>>>

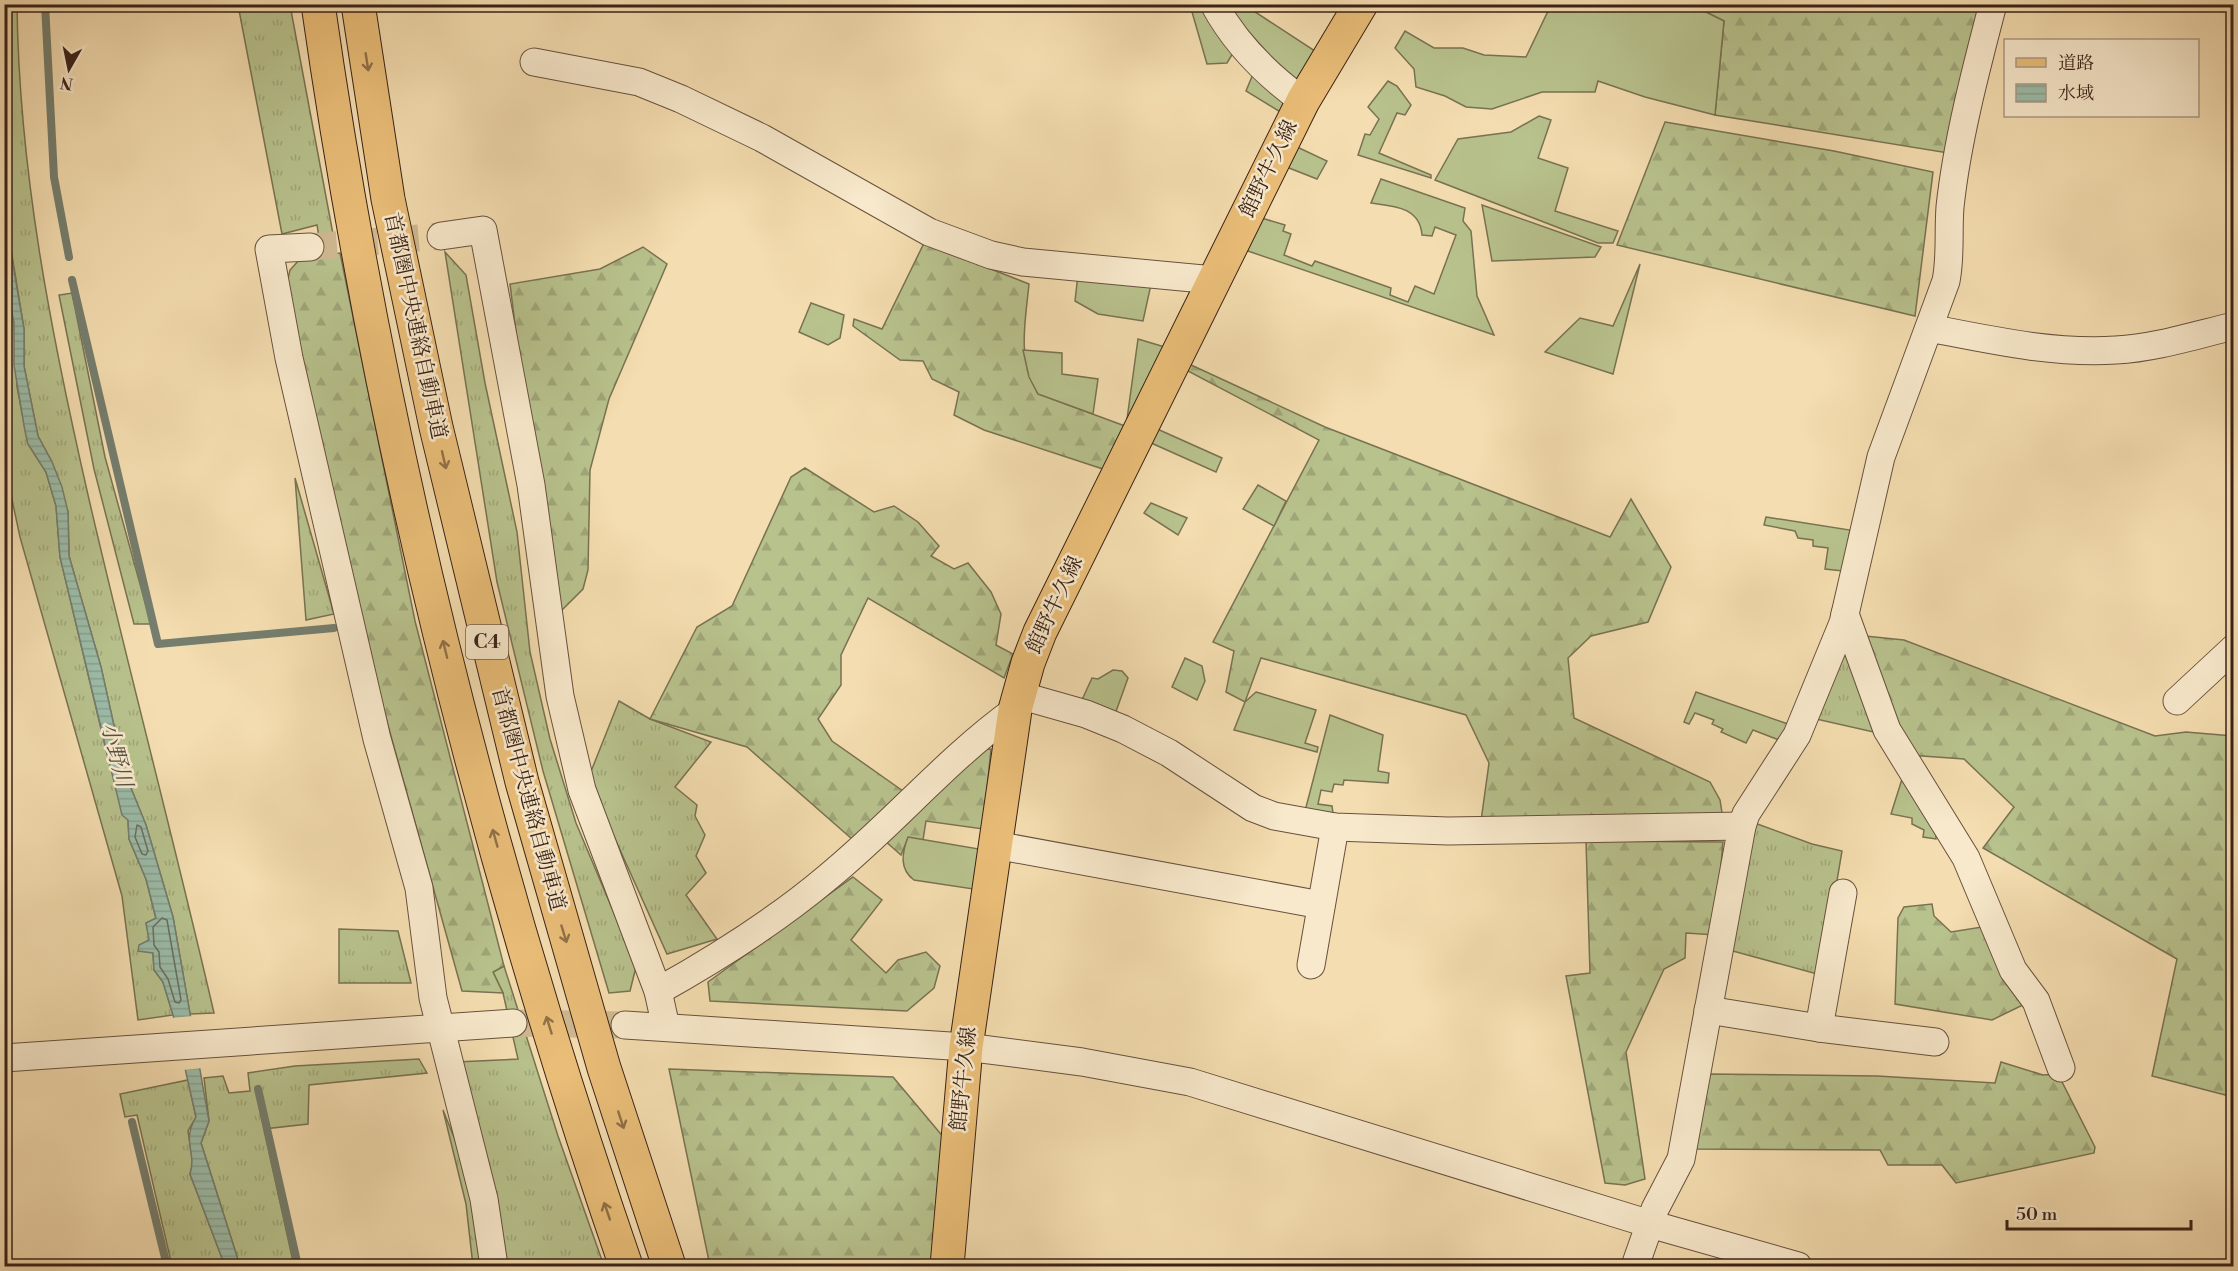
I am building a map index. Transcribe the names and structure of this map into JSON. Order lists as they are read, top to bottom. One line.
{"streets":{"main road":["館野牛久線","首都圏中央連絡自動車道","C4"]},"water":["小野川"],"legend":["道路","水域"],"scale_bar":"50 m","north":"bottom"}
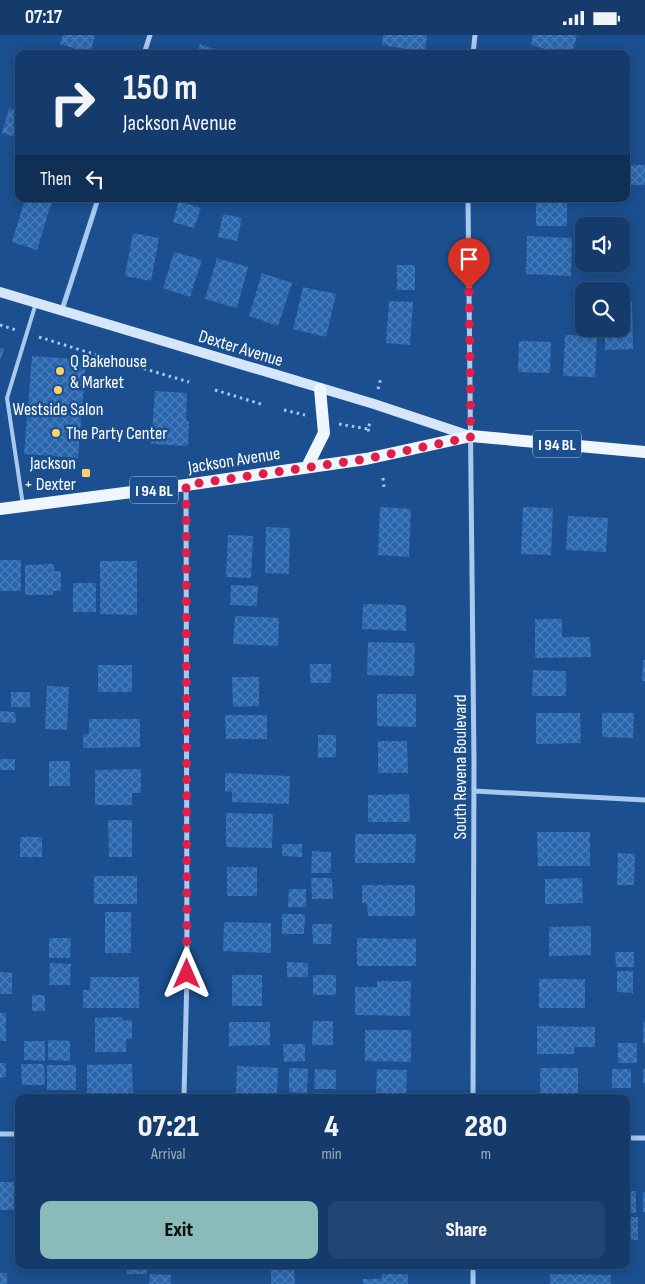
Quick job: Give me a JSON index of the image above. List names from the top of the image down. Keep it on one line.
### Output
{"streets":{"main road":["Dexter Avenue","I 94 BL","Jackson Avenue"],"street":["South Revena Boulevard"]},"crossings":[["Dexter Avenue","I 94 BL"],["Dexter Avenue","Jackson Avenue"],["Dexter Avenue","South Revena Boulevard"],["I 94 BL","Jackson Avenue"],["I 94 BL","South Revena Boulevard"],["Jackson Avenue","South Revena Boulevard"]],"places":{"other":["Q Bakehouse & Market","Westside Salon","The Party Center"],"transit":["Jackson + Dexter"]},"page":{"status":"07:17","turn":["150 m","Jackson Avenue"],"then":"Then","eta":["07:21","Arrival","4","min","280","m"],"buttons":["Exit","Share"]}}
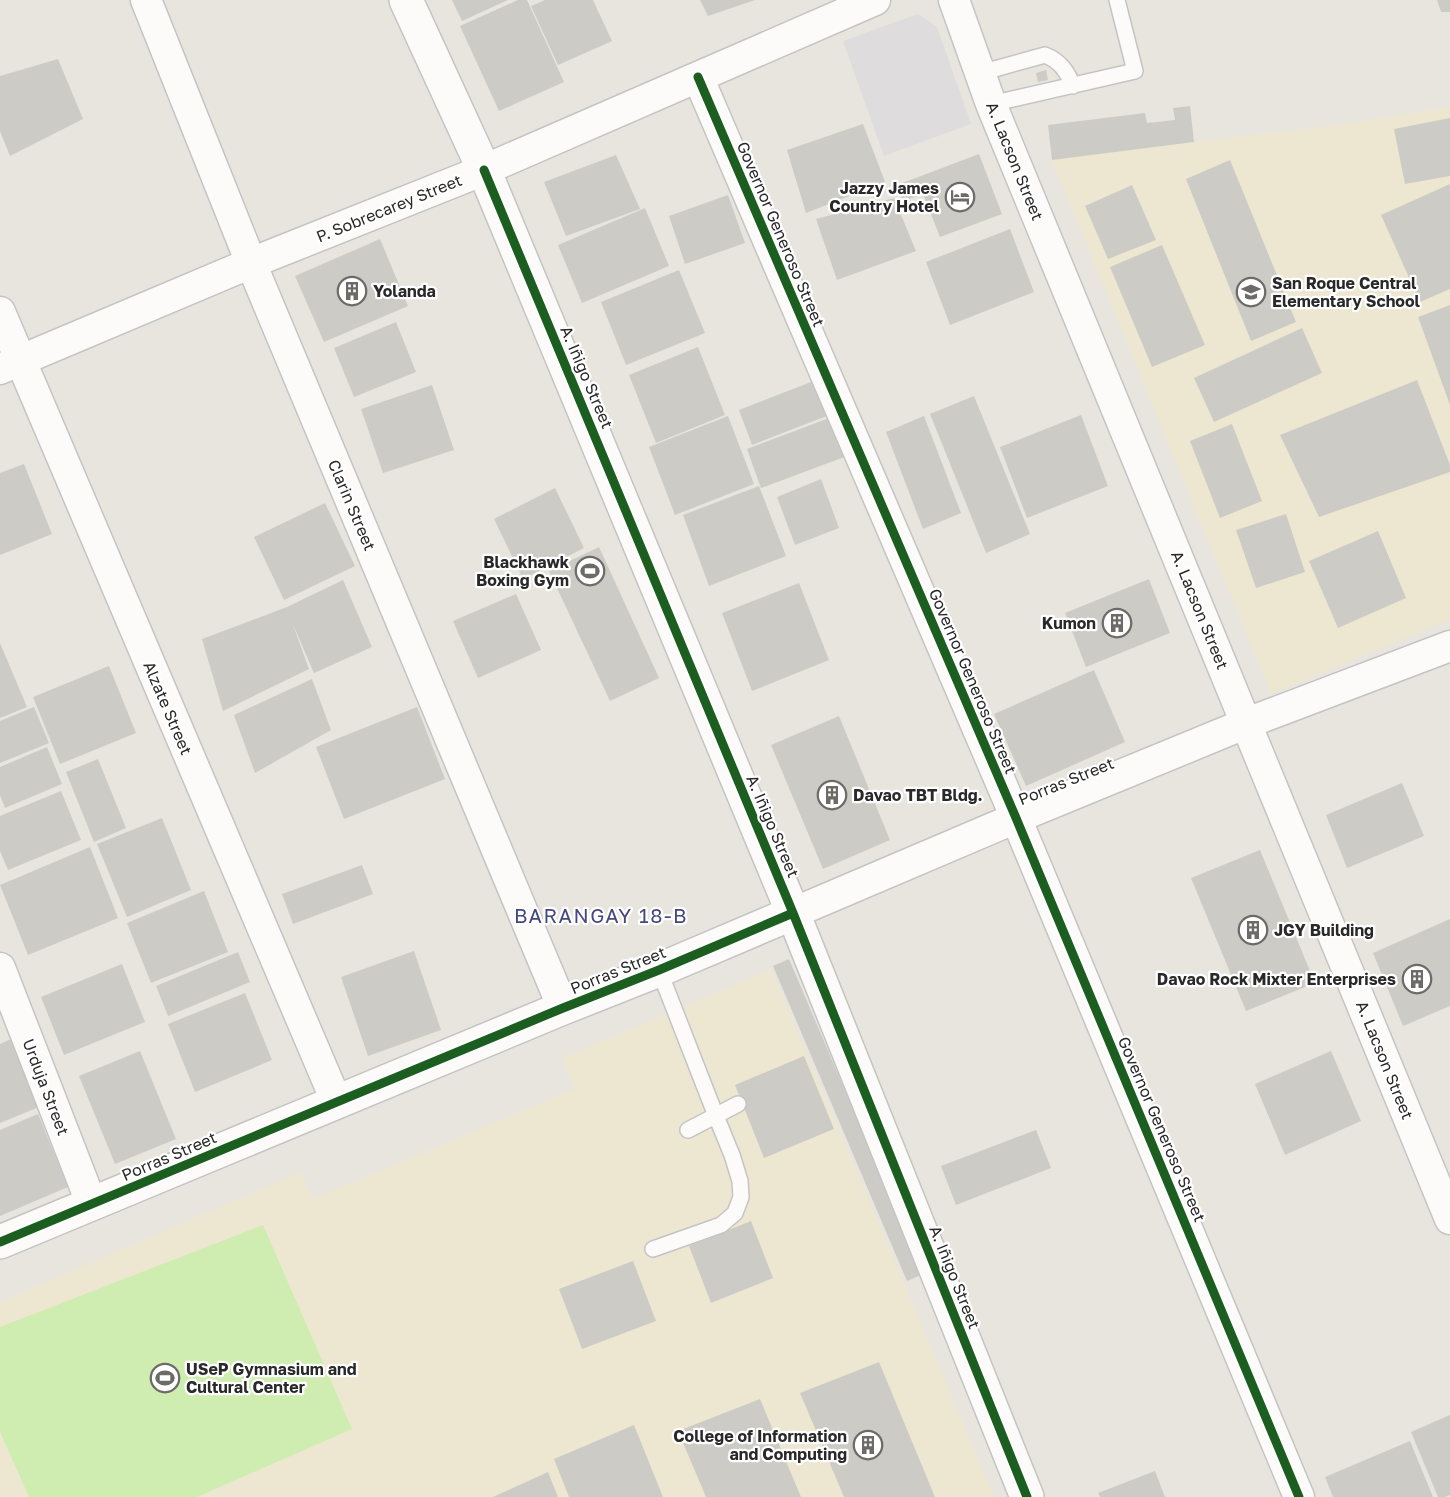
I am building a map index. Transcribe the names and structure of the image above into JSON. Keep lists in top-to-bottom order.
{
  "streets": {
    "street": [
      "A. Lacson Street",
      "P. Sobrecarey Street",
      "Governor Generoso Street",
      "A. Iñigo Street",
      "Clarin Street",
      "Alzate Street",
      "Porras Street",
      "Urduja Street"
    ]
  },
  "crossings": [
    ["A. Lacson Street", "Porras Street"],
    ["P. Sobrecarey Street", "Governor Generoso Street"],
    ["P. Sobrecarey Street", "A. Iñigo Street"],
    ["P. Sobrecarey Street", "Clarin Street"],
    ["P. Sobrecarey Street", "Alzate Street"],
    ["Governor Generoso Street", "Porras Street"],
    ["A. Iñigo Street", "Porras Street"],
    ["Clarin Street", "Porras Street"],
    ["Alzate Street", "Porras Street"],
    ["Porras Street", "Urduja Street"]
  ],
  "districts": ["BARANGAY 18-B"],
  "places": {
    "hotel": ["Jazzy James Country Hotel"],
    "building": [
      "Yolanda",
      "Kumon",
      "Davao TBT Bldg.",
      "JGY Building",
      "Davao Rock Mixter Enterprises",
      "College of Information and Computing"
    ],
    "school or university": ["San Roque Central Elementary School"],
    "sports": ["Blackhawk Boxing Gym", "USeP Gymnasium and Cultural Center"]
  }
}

<<<

▶ **WHAT TO PRODUCE**
Retype the whole listing above exactly as written. Skip the pictures.

▶ **RESULT BELOW**
I am building a map index. Transcribe the names and structure of this map into JSON. Order lists as they are read, top to bottom. One line.
{"streets":{"main road":["館野牛久線","首都圏中央連絡自動車道","C4"]},"water":["小野川"],"legend":["道路","水域"],"scale_bar":"50 m","north":"bottom"}
Quick job: Give me a JSON index of the image above. List names from the top of the image down. Keep it on one line.
### Output
{"streets":{"main road":["Dexter Avenue","I 94 BL","Jackson Avenue"],"street":["South Revena Boulevard"]},"crossings":[["Dexter Avenue","I 94 BL"],["Dexter Avenue","Jackson Avenue"],["Dexter Avenue","South Revena Boulevard"],["I 94 BL","Jackson Avenue"],["I 94 BL","South Revena Boulevard"],["Jackson Avenue","South Revena Boulevard"]],"places":{"other":["Q Bakehouse & Market","Westside Salon","The Party Center"],"transit":["Jackson + Dexter"]},"page":{"status":"07:17","turn":["150 m","Jackson Avenue"],"then":"Then","eta":["07:21","Arrival","4","min","280","m"],"buttons":["Exit","Share"]}}
I am building a map index. Transcribe the names and structure of the image above into JSON. Keep lists in top-to-bottom order.
{
  "streets": {
    "street": [
      "A. Lacson Street",
      "P. Sobrecarey Street",
      "Governor Generoso Street",
      "A. Iñigo Street",
      "Clarin Street",
      "Alzate Street",
      "Porras Street",
      "Urduja Street"
    ]
  },
  "crossings": [
    ["A. Lacson Street", "Porras Street"],
    ["P. Sobrecarey Street", "Governor Generoso Street"],
    ["P. Sobrecarey Street", "A. Iñigo Street"],
    ["P. Sobrecarey Street", "Clarin Street"],
    ["P. Sobrecarey Street", "Alzate Street"],
    ["Governor Generoso Street", "Porras Street"],
    ["A. Iñigo Street", "Porras Street"],
    ["Clarin Street", "Porras Street"],
    ["Alzate Street", "Porras Street"],
    ["Porras Street", "Urduja Street"]
  ],
  "districts": ["BARANGAY 18-B"],
  "places": {
    "hotel": ["Jazzy James Country Hotel"],
    "building": [
      "Yolanda",
      "Kumon",
      "Davao TBT Bldg.",
      "JGY Building",
      "Davao Rock Mixter Enterprises",
      "College of Information and Computing"
    ],
    "school or university": ["San Roque Central Elementary School"],
    "sports": ["Blackhawk Boxing Gym", "USeP Gymnasium and Cultural Center"]
  }
}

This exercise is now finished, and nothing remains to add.